**What is required**
Where the data below has the string "Hill", return the whole line.

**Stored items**
····················

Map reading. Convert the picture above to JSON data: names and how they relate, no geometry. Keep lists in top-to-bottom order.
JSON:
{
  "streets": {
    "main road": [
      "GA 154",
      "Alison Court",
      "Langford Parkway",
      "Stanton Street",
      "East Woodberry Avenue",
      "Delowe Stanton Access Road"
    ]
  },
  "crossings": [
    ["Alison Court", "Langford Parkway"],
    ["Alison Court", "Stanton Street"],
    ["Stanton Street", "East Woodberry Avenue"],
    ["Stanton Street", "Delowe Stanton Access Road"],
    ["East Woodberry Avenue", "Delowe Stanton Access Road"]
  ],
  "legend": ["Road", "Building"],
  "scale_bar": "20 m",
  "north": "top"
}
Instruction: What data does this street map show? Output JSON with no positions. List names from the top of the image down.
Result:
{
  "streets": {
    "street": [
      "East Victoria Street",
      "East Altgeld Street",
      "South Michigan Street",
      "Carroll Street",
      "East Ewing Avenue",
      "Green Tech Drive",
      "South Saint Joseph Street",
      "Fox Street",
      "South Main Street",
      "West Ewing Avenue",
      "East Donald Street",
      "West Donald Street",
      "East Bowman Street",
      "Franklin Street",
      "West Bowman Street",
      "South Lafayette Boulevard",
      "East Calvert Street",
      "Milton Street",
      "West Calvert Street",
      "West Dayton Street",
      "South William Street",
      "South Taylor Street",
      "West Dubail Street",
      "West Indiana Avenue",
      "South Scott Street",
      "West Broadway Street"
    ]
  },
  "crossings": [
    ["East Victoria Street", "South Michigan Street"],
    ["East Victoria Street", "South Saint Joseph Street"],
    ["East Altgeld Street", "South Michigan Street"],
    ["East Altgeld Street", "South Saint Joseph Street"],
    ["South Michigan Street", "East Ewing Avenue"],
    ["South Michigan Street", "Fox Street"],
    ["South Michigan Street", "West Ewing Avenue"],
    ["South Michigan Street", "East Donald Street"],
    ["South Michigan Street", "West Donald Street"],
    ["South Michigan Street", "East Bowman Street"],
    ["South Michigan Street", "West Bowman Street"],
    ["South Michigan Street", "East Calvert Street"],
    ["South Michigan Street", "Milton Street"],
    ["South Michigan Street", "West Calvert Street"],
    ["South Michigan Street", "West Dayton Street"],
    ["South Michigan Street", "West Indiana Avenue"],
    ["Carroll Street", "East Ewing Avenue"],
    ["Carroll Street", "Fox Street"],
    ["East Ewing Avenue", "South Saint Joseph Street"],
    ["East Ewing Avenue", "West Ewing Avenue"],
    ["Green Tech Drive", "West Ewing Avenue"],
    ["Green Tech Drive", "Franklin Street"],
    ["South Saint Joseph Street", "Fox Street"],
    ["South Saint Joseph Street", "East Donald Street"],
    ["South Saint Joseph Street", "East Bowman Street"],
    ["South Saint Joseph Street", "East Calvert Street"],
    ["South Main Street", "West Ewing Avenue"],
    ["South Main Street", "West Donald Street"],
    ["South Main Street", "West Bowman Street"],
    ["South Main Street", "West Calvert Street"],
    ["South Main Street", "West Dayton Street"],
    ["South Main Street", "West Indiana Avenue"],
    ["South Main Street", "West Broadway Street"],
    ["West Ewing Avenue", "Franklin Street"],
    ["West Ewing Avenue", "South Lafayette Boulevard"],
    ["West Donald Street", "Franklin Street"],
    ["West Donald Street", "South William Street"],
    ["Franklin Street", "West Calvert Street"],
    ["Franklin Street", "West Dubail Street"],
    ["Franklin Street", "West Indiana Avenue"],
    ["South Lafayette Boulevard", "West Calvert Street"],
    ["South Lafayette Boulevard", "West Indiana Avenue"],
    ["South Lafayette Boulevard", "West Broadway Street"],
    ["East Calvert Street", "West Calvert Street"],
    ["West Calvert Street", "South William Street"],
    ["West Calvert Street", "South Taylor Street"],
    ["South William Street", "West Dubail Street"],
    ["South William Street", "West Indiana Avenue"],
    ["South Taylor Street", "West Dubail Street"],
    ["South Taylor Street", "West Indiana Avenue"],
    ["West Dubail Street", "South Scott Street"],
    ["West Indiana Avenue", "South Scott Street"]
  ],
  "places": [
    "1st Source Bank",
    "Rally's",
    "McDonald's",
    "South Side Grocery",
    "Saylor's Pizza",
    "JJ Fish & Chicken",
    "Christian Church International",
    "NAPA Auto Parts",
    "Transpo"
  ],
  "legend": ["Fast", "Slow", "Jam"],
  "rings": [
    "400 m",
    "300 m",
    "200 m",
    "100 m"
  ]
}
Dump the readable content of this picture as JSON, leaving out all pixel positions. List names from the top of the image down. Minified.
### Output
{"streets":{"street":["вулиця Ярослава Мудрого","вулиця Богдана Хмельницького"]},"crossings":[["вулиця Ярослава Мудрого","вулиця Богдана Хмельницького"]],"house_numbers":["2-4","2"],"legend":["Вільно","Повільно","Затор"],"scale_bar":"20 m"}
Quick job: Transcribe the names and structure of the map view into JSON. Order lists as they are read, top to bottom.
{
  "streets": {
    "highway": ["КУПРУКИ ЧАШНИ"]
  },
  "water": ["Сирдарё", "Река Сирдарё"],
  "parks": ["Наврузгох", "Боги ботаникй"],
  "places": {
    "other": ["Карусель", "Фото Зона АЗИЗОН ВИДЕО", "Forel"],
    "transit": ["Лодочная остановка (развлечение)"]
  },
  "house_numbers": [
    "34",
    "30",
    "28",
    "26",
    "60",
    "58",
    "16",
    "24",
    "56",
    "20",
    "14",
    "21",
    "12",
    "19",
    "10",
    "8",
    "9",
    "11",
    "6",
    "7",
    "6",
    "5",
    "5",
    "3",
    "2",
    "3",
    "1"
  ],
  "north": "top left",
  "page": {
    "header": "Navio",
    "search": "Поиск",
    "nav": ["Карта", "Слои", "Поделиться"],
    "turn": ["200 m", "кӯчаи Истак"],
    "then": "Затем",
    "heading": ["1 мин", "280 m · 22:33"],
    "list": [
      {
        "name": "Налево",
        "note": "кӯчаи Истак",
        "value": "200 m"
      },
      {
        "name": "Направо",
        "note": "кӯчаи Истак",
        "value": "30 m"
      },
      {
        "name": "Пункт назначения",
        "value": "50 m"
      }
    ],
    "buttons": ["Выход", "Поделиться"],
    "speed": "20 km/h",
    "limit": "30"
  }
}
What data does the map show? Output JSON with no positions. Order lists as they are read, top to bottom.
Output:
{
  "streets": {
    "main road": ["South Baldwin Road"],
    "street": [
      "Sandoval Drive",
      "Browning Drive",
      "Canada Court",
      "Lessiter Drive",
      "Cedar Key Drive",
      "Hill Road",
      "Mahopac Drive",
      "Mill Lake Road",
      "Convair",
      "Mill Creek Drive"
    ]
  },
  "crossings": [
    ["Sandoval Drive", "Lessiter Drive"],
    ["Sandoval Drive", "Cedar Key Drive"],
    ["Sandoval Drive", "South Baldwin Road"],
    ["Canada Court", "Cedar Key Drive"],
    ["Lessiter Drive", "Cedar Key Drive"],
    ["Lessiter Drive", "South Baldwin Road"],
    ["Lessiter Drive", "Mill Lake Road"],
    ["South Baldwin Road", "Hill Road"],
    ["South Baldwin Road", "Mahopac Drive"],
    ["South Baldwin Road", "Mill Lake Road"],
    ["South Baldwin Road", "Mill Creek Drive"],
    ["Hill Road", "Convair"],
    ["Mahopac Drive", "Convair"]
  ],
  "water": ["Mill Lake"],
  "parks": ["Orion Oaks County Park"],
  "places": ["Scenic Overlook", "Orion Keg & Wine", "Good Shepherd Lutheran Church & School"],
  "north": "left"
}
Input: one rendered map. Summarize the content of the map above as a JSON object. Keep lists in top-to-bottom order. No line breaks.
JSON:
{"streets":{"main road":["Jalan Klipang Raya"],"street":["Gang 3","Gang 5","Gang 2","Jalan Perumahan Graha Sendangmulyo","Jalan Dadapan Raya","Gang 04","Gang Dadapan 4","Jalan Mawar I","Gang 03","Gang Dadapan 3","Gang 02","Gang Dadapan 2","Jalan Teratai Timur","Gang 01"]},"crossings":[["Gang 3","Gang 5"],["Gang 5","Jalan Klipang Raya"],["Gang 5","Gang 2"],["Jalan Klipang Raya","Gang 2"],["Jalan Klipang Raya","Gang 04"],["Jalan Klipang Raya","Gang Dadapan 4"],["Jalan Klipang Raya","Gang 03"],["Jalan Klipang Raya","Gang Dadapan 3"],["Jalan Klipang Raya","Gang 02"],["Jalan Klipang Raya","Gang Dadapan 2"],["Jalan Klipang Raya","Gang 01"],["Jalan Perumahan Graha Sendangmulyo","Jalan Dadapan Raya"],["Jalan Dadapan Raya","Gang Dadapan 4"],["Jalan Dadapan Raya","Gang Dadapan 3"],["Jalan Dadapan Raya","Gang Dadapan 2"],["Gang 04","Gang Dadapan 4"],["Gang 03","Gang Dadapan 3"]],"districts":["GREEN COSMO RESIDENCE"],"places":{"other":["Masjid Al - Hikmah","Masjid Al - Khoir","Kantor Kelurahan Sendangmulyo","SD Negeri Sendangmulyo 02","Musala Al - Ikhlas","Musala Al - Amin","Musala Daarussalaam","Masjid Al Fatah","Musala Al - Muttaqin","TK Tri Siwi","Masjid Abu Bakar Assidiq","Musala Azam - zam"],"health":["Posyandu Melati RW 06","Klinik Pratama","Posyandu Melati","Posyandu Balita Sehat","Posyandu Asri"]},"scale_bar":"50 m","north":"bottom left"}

····················

**Task result**
      "Hill Road",
    ["South Baldwin Road", "Hill Road"],
    ["Hill Road", "Convair"],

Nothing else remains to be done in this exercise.